(A little before the song ends, Hadda Padda enters from the left, accompanied by the children. She wears a light summer dress with a chiffon scarf thrown over her shoulders. The children have come prepared to gather berries. One has a wooden box, one a coloured glass bottle half filled with berries, etc. They stop to listen until the song is finished.)
MAGGA. Who was singing?
HADDA PADDA. The summer guests down at the falls.—Well, children, hurry now and gather your berries. We’ll be going home soon. [Pointing to the right.] See that hollow? There must be lots of berries in there. [Sits down on a stone.]

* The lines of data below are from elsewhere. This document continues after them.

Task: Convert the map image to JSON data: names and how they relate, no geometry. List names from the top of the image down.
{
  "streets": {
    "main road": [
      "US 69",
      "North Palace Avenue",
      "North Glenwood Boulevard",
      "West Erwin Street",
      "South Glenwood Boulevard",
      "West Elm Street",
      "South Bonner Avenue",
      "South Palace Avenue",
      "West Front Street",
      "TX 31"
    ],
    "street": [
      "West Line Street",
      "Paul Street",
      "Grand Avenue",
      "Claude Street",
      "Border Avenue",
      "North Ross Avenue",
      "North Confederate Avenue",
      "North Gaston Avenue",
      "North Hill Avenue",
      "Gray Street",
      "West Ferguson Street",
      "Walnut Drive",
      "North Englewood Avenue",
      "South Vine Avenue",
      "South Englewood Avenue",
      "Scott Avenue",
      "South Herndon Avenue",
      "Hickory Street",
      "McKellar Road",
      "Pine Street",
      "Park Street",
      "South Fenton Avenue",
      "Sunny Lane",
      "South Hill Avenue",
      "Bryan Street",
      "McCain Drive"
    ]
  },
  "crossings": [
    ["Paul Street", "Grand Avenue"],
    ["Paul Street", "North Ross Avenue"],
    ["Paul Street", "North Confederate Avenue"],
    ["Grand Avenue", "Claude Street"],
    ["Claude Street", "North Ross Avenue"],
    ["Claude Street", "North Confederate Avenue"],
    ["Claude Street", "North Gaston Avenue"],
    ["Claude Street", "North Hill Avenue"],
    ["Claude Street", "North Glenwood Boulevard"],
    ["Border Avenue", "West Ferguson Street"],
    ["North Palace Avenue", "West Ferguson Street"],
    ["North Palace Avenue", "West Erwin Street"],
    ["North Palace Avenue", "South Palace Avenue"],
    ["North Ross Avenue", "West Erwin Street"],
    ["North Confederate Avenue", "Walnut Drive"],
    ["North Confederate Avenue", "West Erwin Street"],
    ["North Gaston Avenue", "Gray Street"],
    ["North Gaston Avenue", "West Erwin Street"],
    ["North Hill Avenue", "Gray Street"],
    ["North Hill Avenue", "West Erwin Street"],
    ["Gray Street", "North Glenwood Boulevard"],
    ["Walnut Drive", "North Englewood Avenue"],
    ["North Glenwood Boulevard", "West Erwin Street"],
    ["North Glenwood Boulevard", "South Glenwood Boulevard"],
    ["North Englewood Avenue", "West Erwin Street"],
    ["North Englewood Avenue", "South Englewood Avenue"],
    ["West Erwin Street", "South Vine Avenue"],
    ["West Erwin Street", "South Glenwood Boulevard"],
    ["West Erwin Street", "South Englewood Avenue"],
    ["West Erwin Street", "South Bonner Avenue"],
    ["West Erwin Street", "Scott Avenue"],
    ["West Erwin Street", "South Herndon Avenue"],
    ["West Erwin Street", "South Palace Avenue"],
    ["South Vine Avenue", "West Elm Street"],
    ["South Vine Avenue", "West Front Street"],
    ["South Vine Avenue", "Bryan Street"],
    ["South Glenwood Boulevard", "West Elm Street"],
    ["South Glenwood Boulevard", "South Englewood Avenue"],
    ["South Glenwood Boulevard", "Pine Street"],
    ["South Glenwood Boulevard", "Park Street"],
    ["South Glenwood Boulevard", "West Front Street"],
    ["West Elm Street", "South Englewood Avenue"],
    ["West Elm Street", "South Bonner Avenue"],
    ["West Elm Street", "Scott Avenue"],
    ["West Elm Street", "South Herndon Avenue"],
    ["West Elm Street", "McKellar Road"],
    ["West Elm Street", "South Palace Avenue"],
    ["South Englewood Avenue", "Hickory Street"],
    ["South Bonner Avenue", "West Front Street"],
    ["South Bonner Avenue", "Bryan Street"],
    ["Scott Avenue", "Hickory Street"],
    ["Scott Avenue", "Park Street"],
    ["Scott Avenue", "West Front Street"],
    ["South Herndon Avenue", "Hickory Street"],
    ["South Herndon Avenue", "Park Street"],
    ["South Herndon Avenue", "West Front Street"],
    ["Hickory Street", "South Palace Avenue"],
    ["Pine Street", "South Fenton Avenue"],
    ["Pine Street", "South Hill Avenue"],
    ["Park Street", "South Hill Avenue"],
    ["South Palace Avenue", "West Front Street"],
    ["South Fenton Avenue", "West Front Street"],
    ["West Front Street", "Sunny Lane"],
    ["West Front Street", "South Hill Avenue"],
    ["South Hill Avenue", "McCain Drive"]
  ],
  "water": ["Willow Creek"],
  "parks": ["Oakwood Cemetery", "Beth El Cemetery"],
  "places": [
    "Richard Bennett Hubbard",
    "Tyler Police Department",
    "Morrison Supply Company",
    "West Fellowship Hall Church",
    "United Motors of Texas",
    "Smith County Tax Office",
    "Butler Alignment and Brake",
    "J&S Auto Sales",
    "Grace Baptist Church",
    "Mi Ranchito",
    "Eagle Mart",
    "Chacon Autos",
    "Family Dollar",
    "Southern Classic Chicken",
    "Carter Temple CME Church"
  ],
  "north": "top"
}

SIGGA. Aren’t you coming along with us, Hadda Padda?
HADDA PADDA. No, you bring your berries back to me.
SIGGA [turning the bottle over in her palm]. Do you want some?
HADDA PADDA [staying her off]. No, no—not now.
DODDI. Oh, Hadda! I’ll gather the bluest berries for you.
LITTLE SKULI. When I come back I’ll bring you berries and flowers too.
MAGGA. You won’t wait for us, Hadda Padda.
HADDA PADDA [nodding assent—hand under cheek]. No—no.
ALL THE CHILDREN. Aren’t you going to wait for us?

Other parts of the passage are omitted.